Location
- Knobsbury Lane Writhlington Somerset, BA3 3NQ England 51°17′15″N 2°25′51″W﻿ / ﻿51.2874°N 2.4308°W

Information
- Type: Academy
- Established: 2011
- School district: Radstock
- Trust: Midsomer Norton Schools Partnership
- Department for Education URN: 137548 Tables
- Ofsted: Reports
- Head teacher: Duncan Powell
- Gender: Mixed
- Age: 11 to 18
- Enrolment: 923 pupils
- Capacity: 923
- Website: https://www.writhlington.org.uk/

= Writhlington School =

Writhlington School is a secondary school for pupils aged 11–18 in Writhlington, Bath and North East Somerset, England. It is the main secondary school in the Radstock area, providing further education to local children and some pupils who live outside the catchment area. The school became an academy in October 2011.

==Background==
Around 70% of year 11 pupils apply to attend sixth form. The school is notable for its orchid project, which has won numerous awards including a gold medal at the 2009 Chelsea Flower Show. The school has also won awards in business with their enterprise companies. It is one of the few state schools to have its own non-compulsory Combined Cadet Force (CCF) with over 150 pupils involved from years 9 to 13.

A turf-cutting ceremony was held at the start of a major rebuilding programme funded by the Department for Children, Schools and Families (DCSF) as part of the Building Schools for the Future programme. It is designed to increase the capacity of the school to 1,300+ pupils and was due for completion in January 2010. The school moved into the new building in April 2010. The British Council for School Environments, an education charity which pioneers and supports the creation of effective and efficient learning environments, declared the Writhlington School project as Winner of the Excellence in Design for Teaching and Learning: Secondary New Build and Winner of the Badge in Excellence in Design for Virtual Learning.

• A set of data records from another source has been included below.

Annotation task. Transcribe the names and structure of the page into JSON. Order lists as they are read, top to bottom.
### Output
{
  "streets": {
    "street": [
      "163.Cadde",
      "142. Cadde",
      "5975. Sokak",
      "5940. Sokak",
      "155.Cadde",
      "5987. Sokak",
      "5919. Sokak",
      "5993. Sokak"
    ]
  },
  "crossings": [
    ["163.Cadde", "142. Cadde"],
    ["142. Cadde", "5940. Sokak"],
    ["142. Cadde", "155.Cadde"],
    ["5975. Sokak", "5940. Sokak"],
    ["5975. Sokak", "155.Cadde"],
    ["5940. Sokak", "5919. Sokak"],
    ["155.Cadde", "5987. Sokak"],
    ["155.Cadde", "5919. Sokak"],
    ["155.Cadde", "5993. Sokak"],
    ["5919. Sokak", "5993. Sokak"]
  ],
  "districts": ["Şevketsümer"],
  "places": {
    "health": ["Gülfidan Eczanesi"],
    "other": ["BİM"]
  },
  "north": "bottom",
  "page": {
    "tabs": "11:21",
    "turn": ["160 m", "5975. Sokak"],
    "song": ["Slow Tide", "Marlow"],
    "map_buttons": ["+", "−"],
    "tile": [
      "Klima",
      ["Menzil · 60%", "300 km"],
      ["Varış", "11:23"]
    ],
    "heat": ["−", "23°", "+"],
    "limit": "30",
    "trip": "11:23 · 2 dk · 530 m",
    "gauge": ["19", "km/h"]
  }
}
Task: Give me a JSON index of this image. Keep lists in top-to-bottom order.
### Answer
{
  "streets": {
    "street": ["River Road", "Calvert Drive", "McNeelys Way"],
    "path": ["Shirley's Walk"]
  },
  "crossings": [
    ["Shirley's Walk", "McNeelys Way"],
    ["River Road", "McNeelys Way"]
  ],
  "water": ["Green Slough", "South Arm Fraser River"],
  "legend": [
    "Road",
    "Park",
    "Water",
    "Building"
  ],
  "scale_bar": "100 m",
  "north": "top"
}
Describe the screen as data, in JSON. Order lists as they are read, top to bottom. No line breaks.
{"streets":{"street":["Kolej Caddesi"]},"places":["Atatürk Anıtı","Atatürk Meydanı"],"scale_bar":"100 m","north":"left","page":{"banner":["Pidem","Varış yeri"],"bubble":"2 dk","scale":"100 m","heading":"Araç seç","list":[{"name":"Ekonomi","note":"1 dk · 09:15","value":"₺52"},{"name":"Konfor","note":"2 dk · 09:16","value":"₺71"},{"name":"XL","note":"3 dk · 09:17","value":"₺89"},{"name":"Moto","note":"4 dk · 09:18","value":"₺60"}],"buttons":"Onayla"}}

The school was rated "good" in every category by Ofsted in 2023, improving on its 2017 "Needs Improvement" rating in every category.

==Notable alumni==
- Ashley Barnes, footballer
- Francis Bourgeois, trainspotter and social media personality
- David Hempleman-Adams, explorer
- Jahméne Douglas, singer
- Maisie Williams, actress

==Notable teacher==
- Andy Robinson, ex Bath and England rugby union flanker, ex England and Scotland head coach, and current director of rugby for Bristol.